DIRECTIONS FOR THIS TASK >> The first line of the entries through the line bearing "content:''; position:absolute; left:50%;": copy these lines exactly and return nothing else.

Stored data:
■ ■ ■ ■ ■ ■ ■
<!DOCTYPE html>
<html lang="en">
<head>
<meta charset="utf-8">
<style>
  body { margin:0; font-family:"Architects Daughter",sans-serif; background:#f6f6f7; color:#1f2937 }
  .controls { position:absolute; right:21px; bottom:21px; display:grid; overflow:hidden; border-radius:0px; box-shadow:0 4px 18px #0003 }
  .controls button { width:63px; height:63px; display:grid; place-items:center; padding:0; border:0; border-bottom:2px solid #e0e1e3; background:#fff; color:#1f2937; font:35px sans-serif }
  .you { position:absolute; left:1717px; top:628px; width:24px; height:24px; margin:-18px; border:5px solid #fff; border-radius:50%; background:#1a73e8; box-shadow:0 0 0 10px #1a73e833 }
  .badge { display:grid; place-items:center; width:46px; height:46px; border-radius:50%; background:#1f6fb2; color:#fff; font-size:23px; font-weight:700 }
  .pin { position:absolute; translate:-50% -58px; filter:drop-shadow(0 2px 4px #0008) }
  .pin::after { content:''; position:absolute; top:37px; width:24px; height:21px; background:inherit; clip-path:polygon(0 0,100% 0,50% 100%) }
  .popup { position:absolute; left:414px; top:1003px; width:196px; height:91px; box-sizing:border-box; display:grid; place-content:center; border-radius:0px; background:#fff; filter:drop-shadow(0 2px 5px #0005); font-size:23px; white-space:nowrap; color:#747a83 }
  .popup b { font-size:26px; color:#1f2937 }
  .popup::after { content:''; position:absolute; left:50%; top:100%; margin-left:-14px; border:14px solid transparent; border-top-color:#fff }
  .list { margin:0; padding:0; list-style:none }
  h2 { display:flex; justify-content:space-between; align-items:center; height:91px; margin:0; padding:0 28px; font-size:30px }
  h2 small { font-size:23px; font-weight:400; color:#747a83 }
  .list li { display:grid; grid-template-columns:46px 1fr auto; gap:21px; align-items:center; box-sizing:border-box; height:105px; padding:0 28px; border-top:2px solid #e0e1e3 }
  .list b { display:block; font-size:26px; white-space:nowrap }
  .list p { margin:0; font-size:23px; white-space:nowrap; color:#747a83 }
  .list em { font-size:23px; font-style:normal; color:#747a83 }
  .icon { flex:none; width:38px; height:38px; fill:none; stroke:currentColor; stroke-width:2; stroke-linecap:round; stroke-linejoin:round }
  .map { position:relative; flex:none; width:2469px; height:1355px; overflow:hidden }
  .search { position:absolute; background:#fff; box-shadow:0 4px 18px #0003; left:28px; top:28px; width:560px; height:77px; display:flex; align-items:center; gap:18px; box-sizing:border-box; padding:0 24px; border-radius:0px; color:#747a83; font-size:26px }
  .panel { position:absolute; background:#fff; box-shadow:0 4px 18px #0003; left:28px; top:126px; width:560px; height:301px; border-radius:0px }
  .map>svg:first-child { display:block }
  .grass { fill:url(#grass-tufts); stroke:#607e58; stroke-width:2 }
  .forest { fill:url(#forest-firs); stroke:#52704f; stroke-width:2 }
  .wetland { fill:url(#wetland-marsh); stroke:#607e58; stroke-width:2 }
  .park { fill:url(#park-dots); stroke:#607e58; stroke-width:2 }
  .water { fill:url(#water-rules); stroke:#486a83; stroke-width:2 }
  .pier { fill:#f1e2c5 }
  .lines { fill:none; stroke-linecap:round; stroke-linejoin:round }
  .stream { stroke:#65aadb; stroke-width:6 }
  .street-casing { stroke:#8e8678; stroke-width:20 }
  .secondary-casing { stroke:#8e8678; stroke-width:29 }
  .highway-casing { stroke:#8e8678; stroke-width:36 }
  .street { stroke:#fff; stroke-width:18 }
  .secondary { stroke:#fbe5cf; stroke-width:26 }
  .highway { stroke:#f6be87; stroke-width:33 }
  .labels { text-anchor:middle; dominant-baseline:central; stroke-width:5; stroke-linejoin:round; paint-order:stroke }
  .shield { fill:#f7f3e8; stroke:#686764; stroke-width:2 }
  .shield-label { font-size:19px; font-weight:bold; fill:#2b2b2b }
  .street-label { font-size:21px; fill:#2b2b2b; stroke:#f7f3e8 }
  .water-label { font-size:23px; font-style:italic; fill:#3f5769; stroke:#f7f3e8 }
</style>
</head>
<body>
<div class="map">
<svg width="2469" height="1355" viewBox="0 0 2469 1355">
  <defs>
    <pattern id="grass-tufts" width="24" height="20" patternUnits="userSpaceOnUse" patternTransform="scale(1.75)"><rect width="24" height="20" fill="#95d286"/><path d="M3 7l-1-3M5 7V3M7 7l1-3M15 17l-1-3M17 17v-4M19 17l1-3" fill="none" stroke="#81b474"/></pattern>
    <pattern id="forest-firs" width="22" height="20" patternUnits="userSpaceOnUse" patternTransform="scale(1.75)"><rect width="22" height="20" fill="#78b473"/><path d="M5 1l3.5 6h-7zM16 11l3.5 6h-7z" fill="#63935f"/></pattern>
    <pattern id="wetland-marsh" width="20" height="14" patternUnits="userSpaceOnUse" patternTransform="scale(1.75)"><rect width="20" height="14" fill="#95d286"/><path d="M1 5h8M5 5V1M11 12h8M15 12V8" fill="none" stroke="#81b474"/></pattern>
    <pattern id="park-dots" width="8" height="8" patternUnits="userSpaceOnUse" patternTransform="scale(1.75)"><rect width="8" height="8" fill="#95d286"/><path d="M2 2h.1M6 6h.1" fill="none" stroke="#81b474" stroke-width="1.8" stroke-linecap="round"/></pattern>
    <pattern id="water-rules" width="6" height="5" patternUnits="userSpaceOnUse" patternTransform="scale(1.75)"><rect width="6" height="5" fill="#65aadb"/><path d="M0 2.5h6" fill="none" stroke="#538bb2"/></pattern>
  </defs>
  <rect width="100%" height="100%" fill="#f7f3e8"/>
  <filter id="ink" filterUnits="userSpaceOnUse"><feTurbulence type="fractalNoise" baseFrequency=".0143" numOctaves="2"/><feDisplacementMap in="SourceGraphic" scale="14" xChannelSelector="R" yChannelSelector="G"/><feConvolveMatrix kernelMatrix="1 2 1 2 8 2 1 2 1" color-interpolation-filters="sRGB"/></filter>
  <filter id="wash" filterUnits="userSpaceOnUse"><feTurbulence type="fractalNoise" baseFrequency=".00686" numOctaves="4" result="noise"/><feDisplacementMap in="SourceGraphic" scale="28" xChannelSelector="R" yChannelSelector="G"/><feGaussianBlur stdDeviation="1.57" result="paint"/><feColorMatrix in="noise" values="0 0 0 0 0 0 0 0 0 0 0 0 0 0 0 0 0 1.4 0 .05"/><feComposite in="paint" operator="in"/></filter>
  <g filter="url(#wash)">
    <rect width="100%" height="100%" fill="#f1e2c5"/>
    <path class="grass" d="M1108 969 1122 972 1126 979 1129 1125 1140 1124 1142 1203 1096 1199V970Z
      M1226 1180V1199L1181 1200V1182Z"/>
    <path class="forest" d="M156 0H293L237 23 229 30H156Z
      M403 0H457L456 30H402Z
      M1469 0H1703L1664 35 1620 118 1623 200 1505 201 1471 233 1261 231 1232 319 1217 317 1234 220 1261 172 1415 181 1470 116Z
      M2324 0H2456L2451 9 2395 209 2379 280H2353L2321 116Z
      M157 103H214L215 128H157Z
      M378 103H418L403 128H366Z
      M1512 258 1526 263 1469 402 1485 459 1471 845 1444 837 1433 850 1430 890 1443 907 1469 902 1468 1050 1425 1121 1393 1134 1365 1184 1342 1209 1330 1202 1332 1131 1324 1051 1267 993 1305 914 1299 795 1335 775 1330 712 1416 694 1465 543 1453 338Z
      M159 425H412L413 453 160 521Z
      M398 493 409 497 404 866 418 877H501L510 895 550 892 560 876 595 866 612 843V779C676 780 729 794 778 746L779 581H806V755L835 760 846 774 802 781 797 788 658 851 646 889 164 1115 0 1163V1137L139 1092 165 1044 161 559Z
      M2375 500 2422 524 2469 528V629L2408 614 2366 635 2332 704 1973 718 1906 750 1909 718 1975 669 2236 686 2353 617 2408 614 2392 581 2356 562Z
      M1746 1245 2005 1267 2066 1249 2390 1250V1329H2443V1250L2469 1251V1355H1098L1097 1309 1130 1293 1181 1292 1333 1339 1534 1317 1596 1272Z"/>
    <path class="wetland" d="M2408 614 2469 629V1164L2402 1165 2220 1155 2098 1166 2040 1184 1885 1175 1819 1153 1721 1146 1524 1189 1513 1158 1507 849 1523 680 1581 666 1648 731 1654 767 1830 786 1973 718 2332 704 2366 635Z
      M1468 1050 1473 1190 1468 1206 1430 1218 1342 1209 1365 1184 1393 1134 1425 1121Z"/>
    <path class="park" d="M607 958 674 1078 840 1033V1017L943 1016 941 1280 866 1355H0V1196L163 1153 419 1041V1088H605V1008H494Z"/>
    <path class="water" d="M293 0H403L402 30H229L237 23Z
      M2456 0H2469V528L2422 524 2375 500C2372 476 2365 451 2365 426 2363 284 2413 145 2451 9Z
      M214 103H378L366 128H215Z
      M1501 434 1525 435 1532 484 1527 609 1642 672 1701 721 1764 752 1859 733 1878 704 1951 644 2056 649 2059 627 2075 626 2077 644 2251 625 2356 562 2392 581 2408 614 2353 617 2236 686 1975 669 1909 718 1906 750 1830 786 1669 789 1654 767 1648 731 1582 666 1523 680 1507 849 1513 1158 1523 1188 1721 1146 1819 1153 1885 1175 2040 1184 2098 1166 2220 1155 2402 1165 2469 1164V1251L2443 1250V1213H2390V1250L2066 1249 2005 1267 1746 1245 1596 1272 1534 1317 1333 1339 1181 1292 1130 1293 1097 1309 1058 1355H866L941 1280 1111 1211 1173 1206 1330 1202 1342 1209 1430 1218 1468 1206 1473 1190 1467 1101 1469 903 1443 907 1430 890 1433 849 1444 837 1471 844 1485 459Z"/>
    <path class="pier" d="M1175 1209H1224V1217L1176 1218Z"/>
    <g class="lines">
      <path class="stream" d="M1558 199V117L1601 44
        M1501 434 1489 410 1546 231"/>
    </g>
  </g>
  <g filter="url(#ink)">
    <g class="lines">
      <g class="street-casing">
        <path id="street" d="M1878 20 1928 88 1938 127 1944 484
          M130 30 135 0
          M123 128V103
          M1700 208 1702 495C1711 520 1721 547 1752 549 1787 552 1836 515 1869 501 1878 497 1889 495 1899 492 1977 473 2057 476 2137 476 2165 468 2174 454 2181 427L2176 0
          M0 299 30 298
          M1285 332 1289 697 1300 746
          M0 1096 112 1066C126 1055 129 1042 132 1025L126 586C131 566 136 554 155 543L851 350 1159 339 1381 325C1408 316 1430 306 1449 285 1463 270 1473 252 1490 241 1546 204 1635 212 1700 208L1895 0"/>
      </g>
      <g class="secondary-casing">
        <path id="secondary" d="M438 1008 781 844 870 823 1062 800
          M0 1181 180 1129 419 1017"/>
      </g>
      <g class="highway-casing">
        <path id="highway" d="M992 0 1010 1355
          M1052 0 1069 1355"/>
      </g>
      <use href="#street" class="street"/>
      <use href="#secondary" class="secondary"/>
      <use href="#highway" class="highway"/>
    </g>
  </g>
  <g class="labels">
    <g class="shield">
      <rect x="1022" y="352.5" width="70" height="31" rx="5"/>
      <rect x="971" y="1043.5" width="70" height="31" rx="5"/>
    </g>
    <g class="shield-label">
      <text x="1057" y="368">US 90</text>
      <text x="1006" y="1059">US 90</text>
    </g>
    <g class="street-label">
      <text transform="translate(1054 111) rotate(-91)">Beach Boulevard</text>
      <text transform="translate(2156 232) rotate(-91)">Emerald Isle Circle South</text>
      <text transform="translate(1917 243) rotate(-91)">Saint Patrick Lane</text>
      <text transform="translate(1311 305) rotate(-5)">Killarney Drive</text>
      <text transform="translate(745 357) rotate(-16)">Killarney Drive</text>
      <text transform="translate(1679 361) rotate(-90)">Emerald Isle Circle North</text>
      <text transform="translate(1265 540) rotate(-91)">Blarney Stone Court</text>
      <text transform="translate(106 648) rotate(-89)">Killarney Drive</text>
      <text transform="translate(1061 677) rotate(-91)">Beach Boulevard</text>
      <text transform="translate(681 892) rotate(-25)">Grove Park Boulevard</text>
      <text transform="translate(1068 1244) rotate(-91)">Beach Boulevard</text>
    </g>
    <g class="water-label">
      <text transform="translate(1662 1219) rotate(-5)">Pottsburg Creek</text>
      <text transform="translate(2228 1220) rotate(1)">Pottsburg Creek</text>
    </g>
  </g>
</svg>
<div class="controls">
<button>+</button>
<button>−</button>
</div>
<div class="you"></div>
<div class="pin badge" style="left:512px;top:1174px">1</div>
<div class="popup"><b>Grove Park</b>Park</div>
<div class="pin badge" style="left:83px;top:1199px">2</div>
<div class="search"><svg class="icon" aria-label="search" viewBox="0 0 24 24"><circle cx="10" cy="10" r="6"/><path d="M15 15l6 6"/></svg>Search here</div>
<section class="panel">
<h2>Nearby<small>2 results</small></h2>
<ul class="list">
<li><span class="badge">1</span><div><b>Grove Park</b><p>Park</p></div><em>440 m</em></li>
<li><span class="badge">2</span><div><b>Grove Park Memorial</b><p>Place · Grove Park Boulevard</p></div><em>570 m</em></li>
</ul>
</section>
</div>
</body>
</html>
■ ■ ■ ■ ■ ■ ■
SOLUTION TO THIS EXERCISE >>
<!DOCTYPE html>
<html lang="en">
<head>
<meta charset="utf-8">
<style>
  body { margin:0; font-family:"Architects Daughter",sans-serif; background:#f6f6f7; color:#1f2937 }
  .controls { position:absolute; right:21px; bottom:21px; display:grid; overflow:hidden; border-radius:0px; box-shadow:0 4px 18px #0003 }
  .controls button { width:63px; height:63px; display:grid; place-items:center; padding:0; border:0; border-bottom:2px solid #e0e1e3; background:#fff; color:#1f2937; font:35px sans-serif }
  .you { position:absolute; left:1717px; top:628px; width:24px; height:24px; margin:-18px; border:5px solid #fff; border-radius:50%; background:#1a73e8; box-shadow:0 0 0 10px #1a73e833 }
  .badge { display:grid; place-items:center; width:46px; height:46px; border-radius:50%; background:#1f6fb2; color:#fff; font-size:23px; font-weight:700 }
  .pin { position:absolute; translate:-50% -58px; filter:drop-shadow(0 2px 4px #0008) }
  .pin::after { content:''; position:absolute; top:37px; width:24px; height:21px; background:inherit; clip-path:polygon(0 0,100% 0,50% 100%) }
  .popup { position:absolute; left:414px; top:1003px; width:196px; height:91px; box-sizing:border-box; display:grid; place-content:center; border-radius:0px; background:#fff; filter:drop-shadow(0 2px 5px #0005); font-size:23px; white-space:nowrap; color:#747a83 }
  .popup b { font-size:26px; color:#1f2937 }
  .popup::after { content:''; position:absolute; left:50%; top:100%; margin-left:-14px; border:14px solid transparent; border-top-color:#fff }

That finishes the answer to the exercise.